Turkish officials have audio and video evidence (in short, they’ve met the Melania Test) of Jamal Khashoggi being tortured and then executed inside the Saudi consulate. Sources said the 15 assassins (talk about, ahem, overkill) also brought a bonesaw with them for purposes of dismemberment, the better to depart with Khashoggi’s corpse in an inconspicuous manner.

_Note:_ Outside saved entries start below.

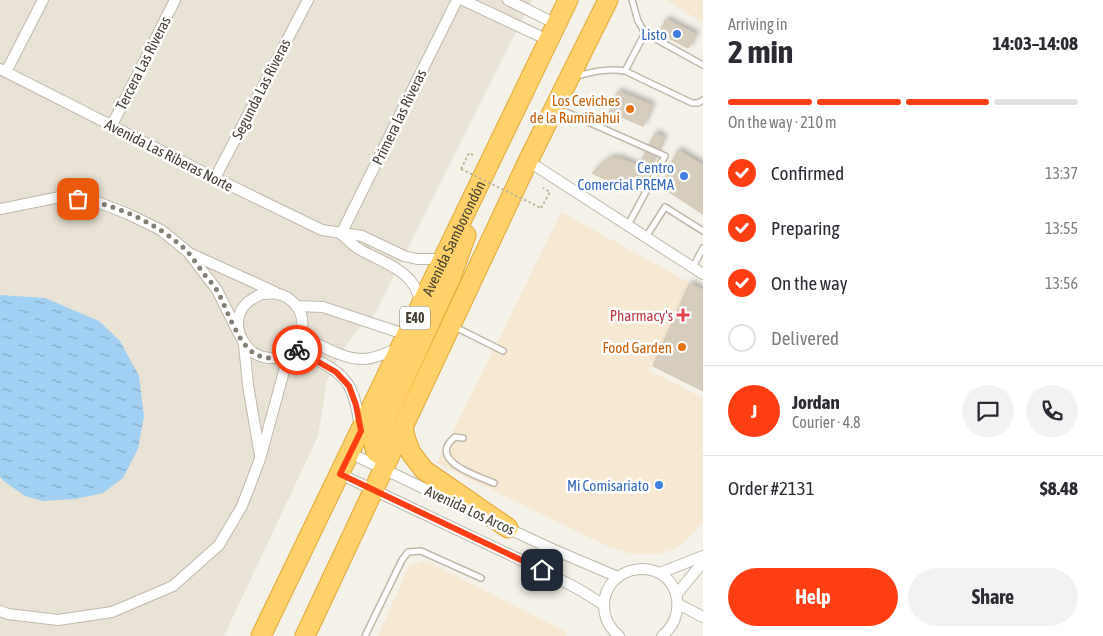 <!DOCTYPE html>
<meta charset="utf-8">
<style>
:root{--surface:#fff;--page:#f2f2f3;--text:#2b2b33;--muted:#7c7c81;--line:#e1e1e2;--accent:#ff3e14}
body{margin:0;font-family:"Asap Condensed",sans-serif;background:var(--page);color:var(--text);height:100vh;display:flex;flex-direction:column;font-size:19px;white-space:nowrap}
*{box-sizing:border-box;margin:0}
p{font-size:16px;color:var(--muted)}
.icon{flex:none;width:28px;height:28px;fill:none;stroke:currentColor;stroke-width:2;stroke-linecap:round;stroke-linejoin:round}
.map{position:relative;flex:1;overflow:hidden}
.details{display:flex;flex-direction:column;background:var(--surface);width:400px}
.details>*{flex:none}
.pin{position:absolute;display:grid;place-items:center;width:42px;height:42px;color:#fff;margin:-21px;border-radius:10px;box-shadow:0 2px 8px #0006}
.courier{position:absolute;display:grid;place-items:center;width:50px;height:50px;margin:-25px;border:4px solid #ff3e14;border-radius:50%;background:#fff;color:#222;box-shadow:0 1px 6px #0007}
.summary em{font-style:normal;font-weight:700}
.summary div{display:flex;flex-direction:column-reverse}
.summary{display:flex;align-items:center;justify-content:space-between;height:85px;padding:0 25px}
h1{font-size:32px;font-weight:700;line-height:38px}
.bar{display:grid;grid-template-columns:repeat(4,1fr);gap:8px 5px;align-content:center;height:60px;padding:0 25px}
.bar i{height:6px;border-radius:4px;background:var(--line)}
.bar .on{background:var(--accent)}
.bar p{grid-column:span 4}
.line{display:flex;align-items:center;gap:12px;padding:0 25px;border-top:1px solid var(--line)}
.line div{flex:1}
.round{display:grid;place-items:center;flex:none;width:52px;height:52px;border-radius:26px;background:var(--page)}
ol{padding:0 25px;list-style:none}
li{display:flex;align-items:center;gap:15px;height:55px}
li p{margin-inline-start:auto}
li .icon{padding:5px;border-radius:50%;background:var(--accent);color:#fff;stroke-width:4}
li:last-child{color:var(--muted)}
li i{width:28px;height:28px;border:2px solid var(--line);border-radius:50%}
.primary-button{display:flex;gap:10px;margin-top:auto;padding:10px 25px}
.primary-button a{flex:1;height:58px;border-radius:30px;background:var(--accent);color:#fff;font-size:20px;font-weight:700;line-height:58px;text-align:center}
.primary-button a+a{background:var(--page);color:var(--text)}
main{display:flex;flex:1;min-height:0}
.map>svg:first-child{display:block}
.residential{fill:#e8e3d5}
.commercial{fill:#f7e8d2}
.water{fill:url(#water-ripples)}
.building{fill:#d6cdbd;stroke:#d1c5af;filter:url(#shadow)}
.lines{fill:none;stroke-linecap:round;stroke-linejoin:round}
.lane-casing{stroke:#c0b9aa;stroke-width:8}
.street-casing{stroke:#c0b9aa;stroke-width:12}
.highway-casing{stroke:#e3a733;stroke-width:21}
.path{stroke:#c2b59a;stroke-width:2;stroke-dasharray:2.5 2.5;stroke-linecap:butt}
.lane{stroke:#fff;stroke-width:5}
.street{stroke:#fff;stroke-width:10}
.highway{stroke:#ffd168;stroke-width:19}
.path-bridge{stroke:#c2b59a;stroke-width:2;stroke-dasharray:2.5 2.5;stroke-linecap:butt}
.done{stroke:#847f74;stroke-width:5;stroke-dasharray:0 9}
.route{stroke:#ff3e14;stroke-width:6}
.shop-dot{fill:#3f7fe0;stroke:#fff;stroke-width:2}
.food-dot{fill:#e8710a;stroke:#fff;stroke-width:2}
.health-dot{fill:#e0444e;stroke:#fff;stroke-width:2}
.labels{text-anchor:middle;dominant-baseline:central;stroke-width:5;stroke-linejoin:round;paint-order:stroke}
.shield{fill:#fff;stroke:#7f7a72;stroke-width:1}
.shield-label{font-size:14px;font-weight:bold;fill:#484136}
.shop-label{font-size:15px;fill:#366cbe;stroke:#fff;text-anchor:end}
.street-label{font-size:15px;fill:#484136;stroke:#fff}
.food-label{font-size:15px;fill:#c56008;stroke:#fff;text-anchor:end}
.health-label{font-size:15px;fill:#be3a42;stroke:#fff;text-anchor:end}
</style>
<main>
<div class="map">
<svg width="703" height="636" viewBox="0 0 703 636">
<defs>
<pattern id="water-ripples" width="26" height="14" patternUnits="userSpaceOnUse" patternTransform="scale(1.25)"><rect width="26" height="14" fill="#a2d0f3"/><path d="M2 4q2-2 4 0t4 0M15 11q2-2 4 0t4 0" fill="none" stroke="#86aac6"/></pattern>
<filter id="shadow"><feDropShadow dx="3" dy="-3" stdDeviation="2.5" flood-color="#0004"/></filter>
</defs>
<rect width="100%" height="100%" fill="#f4f1e8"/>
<polygon class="residential" points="0,0 532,0 376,312 355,333 338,357 327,381 318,436 224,636 0,636"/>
<g class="commercial">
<polygon points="667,0 703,0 703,23"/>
<polygon points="561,212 690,283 653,366 648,370 703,398 703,523 682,544 672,550 657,554 631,554 607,546 437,463 502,333"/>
<polygon points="425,560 566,632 567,636 378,636 409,566"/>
</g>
<polygon class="water" points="0,295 45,298 99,321 120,341 139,376 144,416 138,449 123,478 103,493 75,499 42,501 25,496 5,482 0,477"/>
<g class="building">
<polygon points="666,19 696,34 688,48 659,33"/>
<polygon points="618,91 652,105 643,126 609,112"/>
<polygon points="655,133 664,137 642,183 637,181 632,192 592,173 604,162 611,158 619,158 639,166"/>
<polygon points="678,150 703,165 703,214 660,186"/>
<polygon points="690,283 703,290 703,391 653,366"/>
</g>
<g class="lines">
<defs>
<g id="lane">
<polyline points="632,0 638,21 645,33 703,65"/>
<polyline points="625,71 645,33"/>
<path d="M576,76C593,72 607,68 625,71L692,103H698L703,100"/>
<polyline points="559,109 665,156 628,225"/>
<polyline points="646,237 665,207 703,231"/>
<polyline points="693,267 703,248"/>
<polyline points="453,326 503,351"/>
<path d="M463,438L455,437C426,460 477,476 494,483"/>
<polyline points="365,636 402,560 408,552 421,551 481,578"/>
</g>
<g id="street">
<polyline points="463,0 548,40"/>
<polyline points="508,0 556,24"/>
<polyline points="0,69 215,178 322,230 362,236 404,256 417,259 435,259 444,256"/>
<polyline points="6,72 43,0"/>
<polyline points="112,125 175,0"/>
<polyline points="528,161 703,274"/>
<polyline points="215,178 308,0"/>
<polyline points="0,209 60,197 95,201 128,214 161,230 188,252 217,290 239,334"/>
<polyline points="341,234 457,0"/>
<path d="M341,234C347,239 352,245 359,249C383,263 415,270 420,302"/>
<polyline points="189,253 275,292"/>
<path d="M262,294C267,294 273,293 278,294C284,295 291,300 295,304C307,318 303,334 295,349C290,352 284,356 278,357C247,365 224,322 248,302C252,299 257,296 262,294Z"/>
<polyline points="296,306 323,307 407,335"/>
<path d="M302,336C321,345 343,360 365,359C377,358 389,352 399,348"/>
<polyline points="244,345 248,385 260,456"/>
<path d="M295,349C314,359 339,368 349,386C356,398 358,415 360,428"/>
<polyline points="350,453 467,509"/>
<polyline points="340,474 542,570 580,590 604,605"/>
<polyline points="505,527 552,549 618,577"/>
<polyline points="542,570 552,549"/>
<polyline points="660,573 703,556"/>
<polyline points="676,595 703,562"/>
<polyline points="678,604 703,617"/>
<polyline points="0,611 8,614 58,620 112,612 173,586 219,545 242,506 260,459 289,353"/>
<path d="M619,636C609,628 604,619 604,606C604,562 669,555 677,598C679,614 674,626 662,636"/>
</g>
<g id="highway">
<polyline points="403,427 406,440 411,453 424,470 508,528"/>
<polyline points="392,450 389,454 382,456 376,452 374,445 451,277 466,235"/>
<path id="s1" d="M261,636L568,0"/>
<polyline points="305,636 528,161 608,0"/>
</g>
</defs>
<use href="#lane" class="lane-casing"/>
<use href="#street" class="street-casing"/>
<use href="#highway" class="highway-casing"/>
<g class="path">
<polyline points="461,169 469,153 475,156"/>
<polyline points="541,208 550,192 543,188"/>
</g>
<use href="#lane" class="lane"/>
<use href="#street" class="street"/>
<use href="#highway" class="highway"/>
<polyline class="path-bridge" points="461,169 541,208"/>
</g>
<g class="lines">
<path class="done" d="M78,199C116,204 159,224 187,251C193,258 198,266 203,273C209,280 215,286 219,294C227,310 239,345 254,353C273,365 281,352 297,350"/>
<polyline class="route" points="297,350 336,372 349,386 356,405 361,431 340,474 542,570"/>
</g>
<g class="shop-dot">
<circle cx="677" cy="34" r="5"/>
<circle cx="684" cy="176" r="5"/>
<circle cx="659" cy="485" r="5"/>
</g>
<g class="food-dot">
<circle cx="630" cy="109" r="5"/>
<circle cx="682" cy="347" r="5"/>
</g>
<path class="health-dot" d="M680.5 307.5h5v5h5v5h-5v5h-5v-5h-5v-5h5z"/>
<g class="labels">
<rect class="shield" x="400" y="306.5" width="30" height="23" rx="4"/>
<g class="shield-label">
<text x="415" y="318">E40</text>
</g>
<g class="shop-label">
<text x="667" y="34">Listo</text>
<text x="674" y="167">Centro<tspan x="674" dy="17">Comercial PREMA</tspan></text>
<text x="649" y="485">Mi Comisariato</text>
</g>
<g class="street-label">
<text transform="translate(143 63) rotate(-63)">Tercera Las Riveras</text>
<text transform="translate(261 89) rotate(-63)">Segunda Las Riveras</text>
<text transform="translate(399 117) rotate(-64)">Primera las Riveras</text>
<text transform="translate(169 155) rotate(27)">Avenida Las Riberas Norte</text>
<text stroke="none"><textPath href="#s1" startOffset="442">Avenida Samborondón</textPath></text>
<text transform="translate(470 510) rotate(25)">Avenida Los Arcos</text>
</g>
<g class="food-label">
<text x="620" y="100">Los Ceviches<tspan x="620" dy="17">de la Rumiñahui</tspan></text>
<text x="672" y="347">Food Garden</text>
</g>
<g class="health-label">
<text x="673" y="315">Pharmacy's</text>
</g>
</g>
</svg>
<div class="pin" style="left:78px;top:199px;background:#ea580c"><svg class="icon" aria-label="bag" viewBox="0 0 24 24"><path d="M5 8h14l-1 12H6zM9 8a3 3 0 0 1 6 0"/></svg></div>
<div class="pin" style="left:542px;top:570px;background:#1f2937"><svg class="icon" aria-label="home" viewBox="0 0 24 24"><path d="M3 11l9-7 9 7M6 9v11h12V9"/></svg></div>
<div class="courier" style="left:297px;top:350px"><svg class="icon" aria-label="bike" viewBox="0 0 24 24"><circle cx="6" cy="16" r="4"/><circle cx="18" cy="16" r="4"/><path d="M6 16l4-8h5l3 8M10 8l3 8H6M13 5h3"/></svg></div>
</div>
<section class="details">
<div class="summary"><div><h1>2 min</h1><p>Arriving in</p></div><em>14:03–14:08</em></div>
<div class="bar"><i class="on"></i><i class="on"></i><i class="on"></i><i></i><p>On the way · 210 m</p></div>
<ol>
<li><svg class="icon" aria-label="check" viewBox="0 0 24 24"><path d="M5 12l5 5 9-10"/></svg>Confirmed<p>13:37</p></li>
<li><svg class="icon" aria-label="check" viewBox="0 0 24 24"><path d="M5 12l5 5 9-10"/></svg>Preparing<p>13:55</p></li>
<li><svg class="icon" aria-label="check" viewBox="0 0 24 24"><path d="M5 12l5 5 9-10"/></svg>On the way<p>13:56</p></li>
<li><i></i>Delivered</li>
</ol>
<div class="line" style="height:90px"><b class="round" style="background:var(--accent);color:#fff">J</b><div><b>Jordan</b><p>Courier · 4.8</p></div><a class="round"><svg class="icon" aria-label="chat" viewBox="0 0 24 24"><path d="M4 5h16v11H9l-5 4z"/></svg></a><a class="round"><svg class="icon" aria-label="phone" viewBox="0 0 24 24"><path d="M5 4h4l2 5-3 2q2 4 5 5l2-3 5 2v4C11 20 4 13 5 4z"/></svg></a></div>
<div class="line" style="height:65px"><div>Order #2131</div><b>$8.48</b></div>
<div class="primary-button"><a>Help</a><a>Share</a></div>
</section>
</main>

So we’ve got a nation that murders a journalist inside its own consulate, was the birthplace of 18 of the 19 9/11 hijackers, is currently using our weaponry to starve out the nation of Yemen, and was also the very first country President Trump visited? Sounds about right, but then $110 billion arm deals are nothing to sneeze at.

*****

We liked this idea from Max Kellerman. The Giants have two sterling position-player talents in Odell Beckham (just re-signed) and Saquon Barkley and a 37 year-old stiff at quarterback in Eli Manning. Colin Kaepernick lives in New York City and is actually not unpopular here. Sign him. Put him in practice sessions. See what he has left in the tank. The local media and fans certainly would not crucify you. What do you have to lose, G-Men?

Music 101 

True Colors

Before she was just another old lady waiting with me on the corner of 79th and Broadway for the light to change, Cyndi Lauper was an ’80s pop star with a unique and enchanting voice. Not quite as powerful as Annie Lennox, mind you, but she was quirky and genuine and this was one of her bona fide hits.

Remote Patrol

SUNDAY NIGHT

Sundays With Alec Baldwin

10 p.m. Sunday

I’m trying to picture the pitch meeting.

“So you’re just gonna…talk?”

“Yes.”

“And no one’s going to sing?”

“Or dance.”

“And no one’s going to hook up or have an immunity challenge?”

We’re just…talking.”

SUNDAY

8 p.m.

Chiefs at Patriots

Meet the new boss. Pat Mahomes and the 5-0 Chiefs aren’t the first AFC franchise that came after Tom Brady and the Pats’ fiefdom, but he’s not as young as he used to be and it may finally be time. Or is it?